On ALL of my tours, with very few exceptions, you will partake in the sidewalk cafecito experience with me and I will always say the same thing at the very moment you are holding your thimble-sized serving: “When in Miami, do as Miamians do.”
But when I saw this morning’s Miami Herald to find that a fellow Cuban-American, PR practitioner and Facebook friend, JennyLee Molina, has launched a social media phenomenon with the “3:05 Cafecito” campaign, I nearly spilled mine on my desk. It’s such a phenomenal idea, I almost wish I had come up with it myself! But, I’m glad she did…

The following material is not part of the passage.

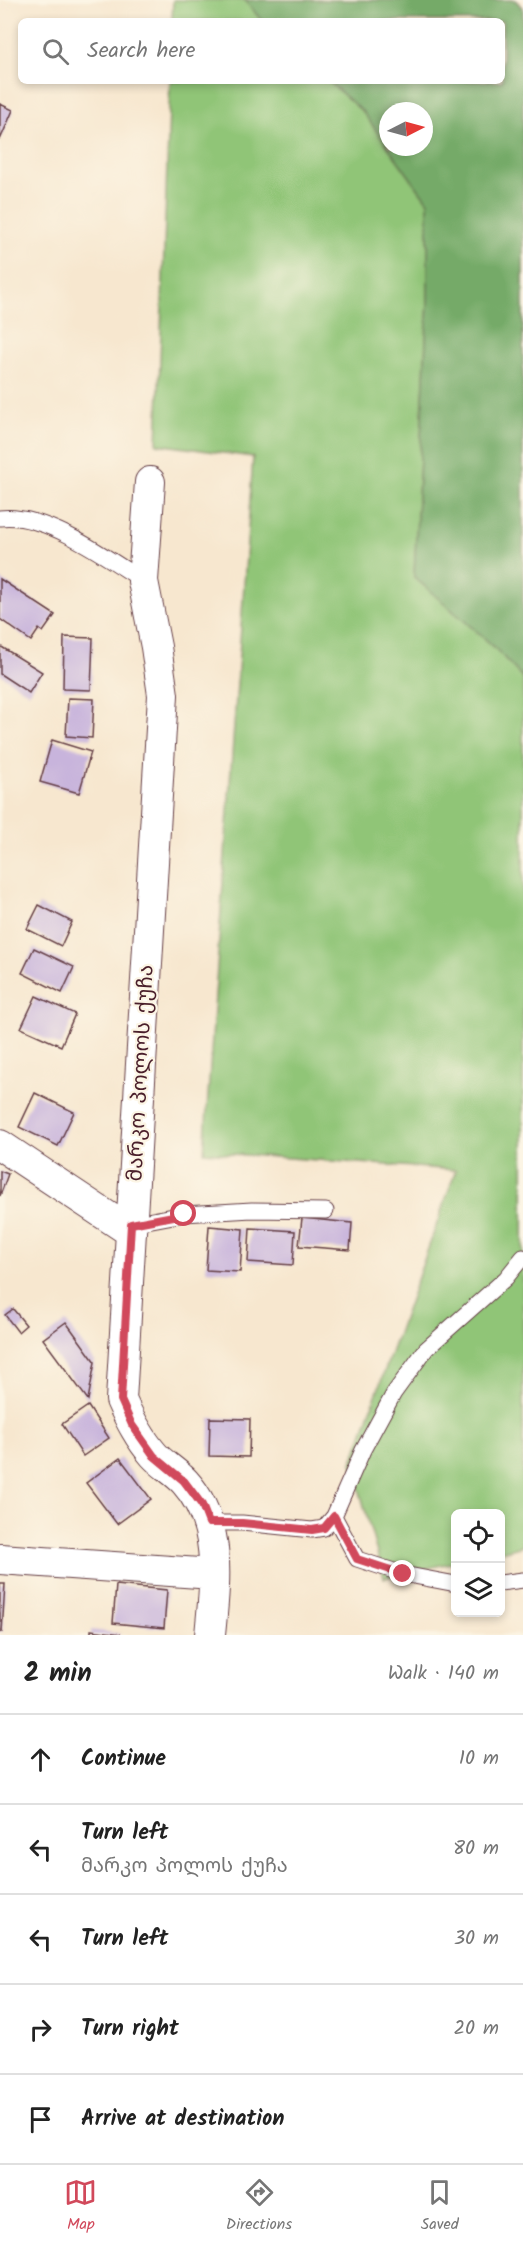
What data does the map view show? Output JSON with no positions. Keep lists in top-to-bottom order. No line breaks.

It’s actually pretty deep.
Sometimes I’m asked what it’s like to be a Cuban-American in Miami by out-of-towners; what it’s like living “in the hyphen.” My response is always the same: It’s like being an Italian-American in New York, an Irish-American in Boston or a Polish-American in Chicago. I’m American, but more succinctly, I am Miamian; one of the most misunderstood creatures north of 215th Street. One that has retained the language of my forebears and gained a few of the customs of their fatherland along the way.
Miami-born Cubans are a distinct American ethnicity not often portrayed in popular media. We are a group of sons and daughters, and grandsons and granddaughters, of Cuban immigrants who have assimilated by attending American schools and universities and are strewn all over the US like those cafe cubano windows are throughout the 305 area code.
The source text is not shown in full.